_ACTIVITY_: Please show every line in the entries below that includes the word "stream".

(Saved entries)
▬▬▬▬▬▬

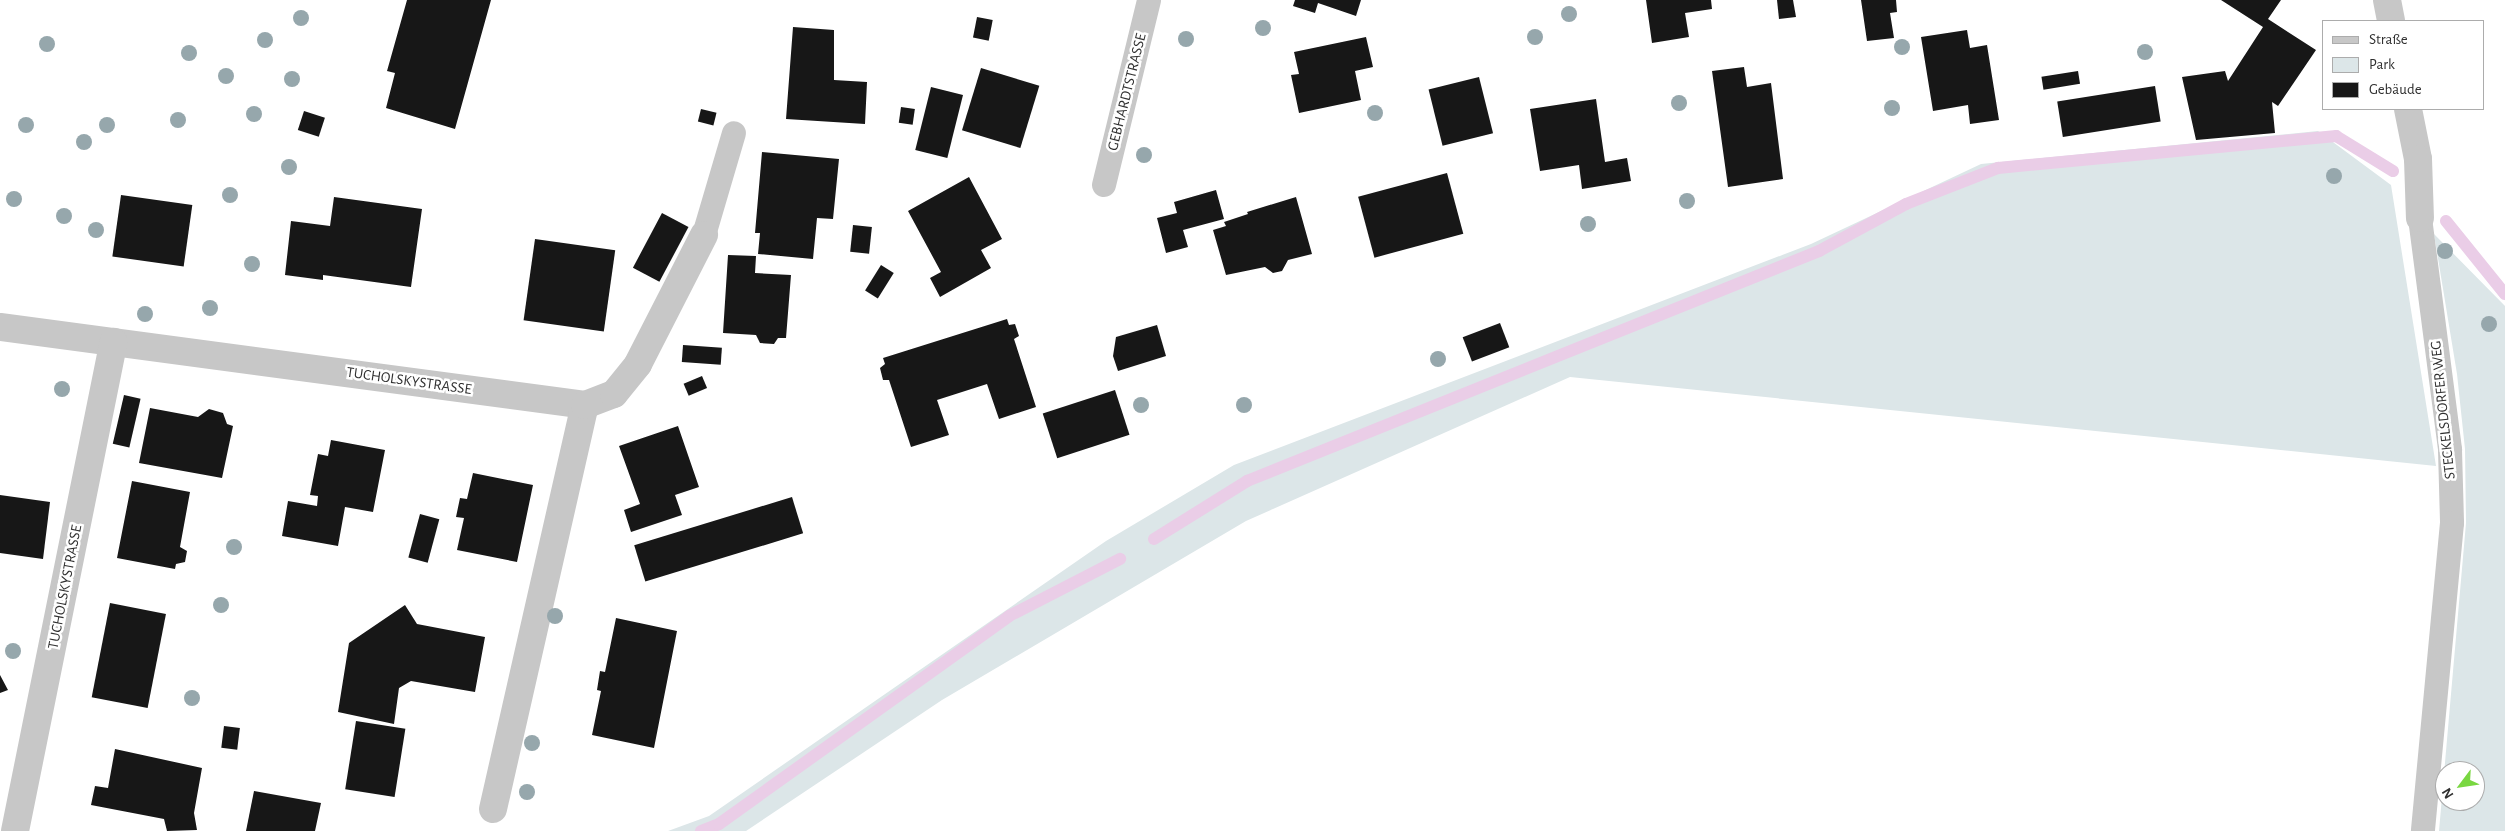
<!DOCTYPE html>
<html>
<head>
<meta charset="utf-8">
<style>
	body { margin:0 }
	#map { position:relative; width:2505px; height:831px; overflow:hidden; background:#fff; font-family:"Alegreya Sans",sans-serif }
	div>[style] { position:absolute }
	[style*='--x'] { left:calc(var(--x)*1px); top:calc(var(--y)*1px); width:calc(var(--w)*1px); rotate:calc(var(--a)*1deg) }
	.green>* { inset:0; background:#dce6e8 }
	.stream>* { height:12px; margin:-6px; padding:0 6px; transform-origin:6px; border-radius:6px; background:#eacde7 }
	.building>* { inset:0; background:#171717; transform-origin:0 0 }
	.lane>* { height:24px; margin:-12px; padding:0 12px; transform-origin:12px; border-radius:12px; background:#c7c7c7 }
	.street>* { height:28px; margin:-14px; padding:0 14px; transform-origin:14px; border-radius:14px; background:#c7c7c7 }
	.trees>* { width:16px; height:16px; margin:-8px; border-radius:50%; background:#96a7ac }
	span { translate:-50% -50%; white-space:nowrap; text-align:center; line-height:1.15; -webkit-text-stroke:5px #fff; paint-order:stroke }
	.street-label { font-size:15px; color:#303030 }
	.legend { position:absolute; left:2322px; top:20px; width:162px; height:90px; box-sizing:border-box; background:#fff; border:1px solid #acacac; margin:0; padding:6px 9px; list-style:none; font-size:15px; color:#303030 }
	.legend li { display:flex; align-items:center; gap:10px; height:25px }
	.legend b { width:25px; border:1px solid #acacac }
	.north { position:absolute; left:2435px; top:761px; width:50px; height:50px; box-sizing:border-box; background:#fff; border:1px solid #acacac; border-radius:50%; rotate:239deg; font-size:14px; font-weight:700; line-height:20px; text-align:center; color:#303030 }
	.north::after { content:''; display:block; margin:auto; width:18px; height:22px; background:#79d741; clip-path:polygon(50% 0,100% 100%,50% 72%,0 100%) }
</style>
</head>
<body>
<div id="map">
	<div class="green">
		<div style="clip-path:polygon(2318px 131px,2391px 185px,2436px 466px,1570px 377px,1246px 521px,942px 700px,746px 831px,668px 831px,709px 816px,1106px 541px,1234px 465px,1811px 244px,1981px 164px)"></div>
		<div style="clip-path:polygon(evenodd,2434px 234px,2505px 306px,2505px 831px,2439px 831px,2466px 523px,2465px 449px,2457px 374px,2434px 234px,2445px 771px,2475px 771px,2475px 801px,2445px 801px,2445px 771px)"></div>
	</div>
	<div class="stream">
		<div style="--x:2446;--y:221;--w:94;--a:51.1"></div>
		<div style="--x:1154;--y:539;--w:110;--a:-31.9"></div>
		<div style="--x:1247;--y:481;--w:617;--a:-21.9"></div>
		<div style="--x:1819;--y:251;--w:99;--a:-28.4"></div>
		<div style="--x:1906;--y:204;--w:99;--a:-21.4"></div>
		<div style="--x:1998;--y:168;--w:340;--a:-5.4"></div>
		<div style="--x:2336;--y:136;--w:67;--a:31.6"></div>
		<div style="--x:701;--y:831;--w:19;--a:-21"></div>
		<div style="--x:719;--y:824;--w:357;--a:-35.6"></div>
		<div style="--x:1009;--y:616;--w:125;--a:-27.2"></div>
	</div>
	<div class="building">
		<div style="clip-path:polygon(407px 0,491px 0,455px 129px,386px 108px,395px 73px,387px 71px)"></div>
		<div style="clip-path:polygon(1295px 0,1361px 0,1356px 16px,1318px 3px,1315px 13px,1293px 6px)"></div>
		<div style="clip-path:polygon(1646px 0,1711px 0,1712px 9px,1685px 13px,1689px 37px,1652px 43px)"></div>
		<div style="clip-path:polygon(1777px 0,1793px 0,1796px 17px,1779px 19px)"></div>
		<div style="clip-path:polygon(1861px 0,1896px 0,1897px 12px,1890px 13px,1894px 38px,1867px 41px)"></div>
		<div style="clip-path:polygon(2221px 0,2281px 0,2268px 19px,2316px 50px,2278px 106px,2272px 102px,2275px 133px,2196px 140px,2182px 77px,2225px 71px,2228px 81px,2263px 27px)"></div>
		<div style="left:977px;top:17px;width:16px;height:21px;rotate:11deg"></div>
		<div style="clip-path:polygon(793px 27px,834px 30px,834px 80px,867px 82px,865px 124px,786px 119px)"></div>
		<div style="clip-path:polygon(1967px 30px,1970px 48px,1987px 45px,1999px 120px,1970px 124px,1968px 105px,1933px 111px,1921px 37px)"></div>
		<div style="clip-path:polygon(1366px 37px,1373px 67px,1355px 71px,1361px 100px,1299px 113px,1291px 75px,1299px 74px,1294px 52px)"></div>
		<div style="clip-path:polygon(1744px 67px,1747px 87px,1771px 83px,1783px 179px,1728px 187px,1712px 71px)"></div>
		<div style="left:981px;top:68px;width:61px;height:65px;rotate:17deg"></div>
		<div style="left:2078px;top:71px;width:13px;height:37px;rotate:81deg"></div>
		<div style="left:1479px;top:77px;width:58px;height:52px;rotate:76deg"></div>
		<div style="left:2155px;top:86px;width:36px;height:99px;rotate:81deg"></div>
		<div style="left:931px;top:87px;width:33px;height:65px;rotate:14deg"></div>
		<div style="clip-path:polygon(1596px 99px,1605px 162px,1627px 158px,1631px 181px,1582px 189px,1579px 165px,1540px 171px,1530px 109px)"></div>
		<div style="left:901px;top:107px;width:14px;height:16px;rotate:8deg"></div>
		<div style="left:701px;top:109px;width:16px;height:13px;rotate:14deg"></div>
		<div style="left:304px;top:111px;width:22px;height:20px;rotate:18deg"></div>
		<div style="clip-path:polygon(762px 152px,839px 159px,833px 219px,817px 218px,813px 259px,758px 254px,760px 233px,755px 233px)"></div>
		<div style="left:1447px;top:173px;width:63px;height:92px;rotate:75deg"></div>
		<div style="clip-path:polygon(969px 177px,1002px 239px,981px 250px,991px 268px,940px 297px,930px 278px,941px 272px,908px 211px)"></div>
		<div style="clip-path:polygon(1216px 190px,1224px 219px,1183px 230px,1188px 247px,1166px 253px,1157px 218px,1177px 213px,1174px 202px)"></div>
		<div style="left:121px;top:195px;width:72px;height:62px;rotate:8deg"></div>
		<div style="clip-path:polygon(334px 197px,422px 209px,411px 287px,323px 275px,323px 280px,285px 275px,291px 221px,330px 226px)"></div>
		<div style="clip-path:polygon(1296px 197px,1312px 254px,1288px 260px,1282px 271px,1273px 273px,1265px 267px,1226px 275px,1213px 230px,1226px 226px,1224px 222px,1248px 214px,1247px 212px)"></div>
		<div style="left:662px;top:213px;width:30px;height:62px;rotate:28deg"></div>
		<div style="left:853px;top:225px;width:19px;height:27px;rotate:6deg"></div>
		<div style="left:535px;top:239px;width:81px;height:82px;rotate:8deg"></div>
		<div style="clip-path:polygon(728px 255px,756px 256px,755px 273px,791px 275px,786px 338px,778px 338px,774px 344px,760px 343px,756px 335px,723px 333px)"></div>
		<div style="left:881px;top:265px;width:15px;height:30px;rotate:32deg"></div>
		<div style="clip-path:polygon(1007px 319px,1009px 325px,1015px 324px,1019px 336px,1014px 339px,1036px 407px,999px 419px,987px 384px,937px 400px,949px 435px,911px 447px,889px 380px,883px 380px,880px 368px,885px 364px,883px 358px)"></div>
		<div style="left:1500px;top:323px;width:26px;height:40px;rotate:69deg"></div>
		<div style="clip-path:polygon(1157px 325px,1166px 356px,1118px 371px,1113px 356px,1116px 337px)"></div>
		<div style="left:683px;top:345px;width:39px;height:17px;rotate:4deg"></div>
		<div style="left:702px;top:376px;width:13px;height:20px;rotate:67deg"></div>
		<div style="left:1115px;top:390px;width:47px;height:76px;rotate:72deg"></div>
		<div style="left:124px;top:395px;width:17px;height:50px;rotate:13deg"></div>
		<div style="clip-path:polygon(150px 408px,198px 417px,209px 409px,223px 413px,227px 424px,233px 426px,222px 478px,139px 463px)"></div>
		<div style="clip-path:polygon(678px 426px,699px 487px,675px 495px,682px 515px,631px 532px,624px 510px,640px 504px,619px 446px)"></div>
		<div style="clip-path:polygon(331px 440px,385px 450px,373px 512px,345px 507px,338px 546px,282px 536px,288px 501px,317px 506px,318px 496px,310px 495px,318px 454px,328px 456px)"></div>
		<div style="clip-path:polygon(473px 473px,533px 485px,517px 562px,457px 550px,464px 518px,456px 517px,460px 498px,467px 499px)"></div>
		<div style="clip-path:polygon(132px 481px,190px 492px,180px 547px,187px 551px,185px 562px,176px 564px,175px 569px,117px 558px)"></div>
		<div style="clip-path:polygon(0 495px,50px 502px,43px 559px,0 553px)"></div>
		<div style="left:792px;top:497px;width:38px;height:165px;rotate:73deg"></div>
		<div style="left:420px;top:514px;width:20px;height:45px;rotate:15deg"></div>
		<div style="left:110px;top:603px;width:57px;height:96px;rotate:11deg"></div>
		<div style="clip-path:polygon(405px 605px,417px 624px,485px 637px,475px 692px,411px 681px,399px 688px,394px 724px,338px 712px,349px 643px)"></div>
		<div style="clip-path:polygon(616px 618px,677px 631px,654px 748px,592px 735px,601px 691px,597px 690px,600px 671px,605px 672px)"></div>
		<div style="clip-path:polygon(0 675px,8px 690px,0 693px)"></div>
		<div style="left:356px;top:721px;width:50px;height:69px;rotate:9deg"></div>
		<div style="left:224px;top:726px;width:16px;height:22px;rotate:7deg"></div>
		<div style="clip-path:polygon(115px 749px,202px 768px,194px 813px,197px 830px,167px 831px,164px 819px,91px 805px,95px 786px,108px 788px)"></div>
		<div style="clip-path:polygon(254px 791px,321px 803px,315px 831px,246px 831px)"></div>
	</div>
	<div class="lane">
		<div style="--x:1104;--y:185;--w:190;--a:-76.3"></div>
		<div style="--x:2420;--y:218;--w:234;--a:82.6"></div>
		<div style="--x:2450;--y:450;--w:73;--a:88.4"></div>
		<div style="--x:2452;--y:523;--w:309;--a:95.4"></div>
		<div style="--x:704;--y:235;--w:106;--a:-73.6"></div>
	</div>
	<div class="street">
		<div style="--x:2387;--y:0;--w:21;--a:79"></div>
		<div style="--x:2408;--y:109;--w:51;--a:78.7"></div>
		<div style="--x:2418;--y:159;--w:59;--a:88.1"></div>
		<div style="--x:0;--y:327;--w:590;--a:7.59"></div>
		<div style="--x:493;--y:809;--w:414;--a:-77.2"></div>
		<div style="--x:585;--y:405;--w:31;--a:-21"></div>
		<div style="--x:614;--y:394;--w:38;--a:-51"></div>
		<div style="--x:638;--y:364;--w:145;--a:-62.9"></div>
		<div style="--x:15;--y:831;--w:499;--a:-78.6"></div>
	</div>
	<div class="trees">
		<div style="left:1569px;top:14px"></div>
		<div style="left:301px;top:18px"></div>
		<div style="left:1263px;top:28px"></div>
		<div style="left:1535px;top:37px"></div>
		<div style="left:1186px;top:39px"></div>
		<div style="left:265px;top:40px"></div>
		<div style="left:47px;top:44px"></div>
		<div style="left:1902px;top:47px"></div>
		<div style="left:2145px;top:52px"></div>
		<div style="left:189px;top:53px"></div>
		<div style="left:226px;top:76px"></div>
		<div style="left:292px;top:79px"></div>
		<div style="left:1679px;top:103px"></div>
		<div style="left:1892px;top:108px"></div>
		<div style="left:1375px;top:113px"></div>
		<div style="left:254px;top:114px"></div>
		<div style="left:178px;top:120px"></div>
		<div style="left:26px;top:125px"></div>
		<div style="left:107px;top:125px"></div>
		<div style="left:84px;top:142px"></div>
		<div style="left:1144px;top:155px"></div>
		<div style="left:289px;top:167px"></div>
		<div style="left:2334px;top:176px"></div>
		<div style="left:230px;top:195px"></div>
		<div style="left:14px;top:199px"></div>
		<div style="left:1687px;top:201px"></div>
		<div style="left:64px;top:216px"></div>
		<div style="left:1588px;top:224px"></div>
		<div style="left:96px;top:230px"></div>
		<div style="left:2445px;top:251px"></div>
		<div style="left:252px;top:264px"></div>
		<div style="left:210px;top:308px"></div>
		<div style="left:145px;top:314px"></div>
		<div style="left:2489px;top:324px"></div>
		<div style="left:1438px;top:359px"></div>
		<div style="left:62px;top:389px"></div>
		<div style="left:1141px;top:405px"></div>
		<div style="left:1244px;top:405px"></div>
		<div style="left:234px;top:547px"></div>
		<div style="left:221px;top:605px"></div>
		<div style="left:555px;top:616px"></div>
		<div style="left:13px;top:651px"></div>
		<div style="left:192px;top:698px"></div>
		<div style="left:532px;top:743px"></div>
		<div style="left:527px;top:792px"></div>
	</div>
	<div class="street-label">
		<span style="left:1127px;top:92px;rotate:-76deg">GEBHARDTSTRASSE</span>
		<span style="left:409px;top:381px;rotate:8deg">TUCHOLSKYSTRASSE</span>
		<span style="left:2443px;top:410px;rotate:-96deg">STECKELSDORFER WEG</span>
		<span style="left:65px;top:587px;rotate:-79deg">TUCHOLSKYSTRASSE</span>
	</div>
	<ul class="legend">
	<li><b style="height:6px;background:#c7c7c7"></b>Straße</li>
	<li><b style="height:14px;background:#dce6e8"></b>Park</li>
	<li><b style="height:14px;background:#171717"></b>Gebäude</li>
	</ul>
	<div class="north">N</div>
</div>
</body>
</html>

▬▬▬▬▬▬

_YOUR SOLUTION_:
	.stream>* { height:12px; margin:-6px; padding:0 6px; transform-origin:6px; border-radius:6px; background:#eacde7 }
	<div class="stream">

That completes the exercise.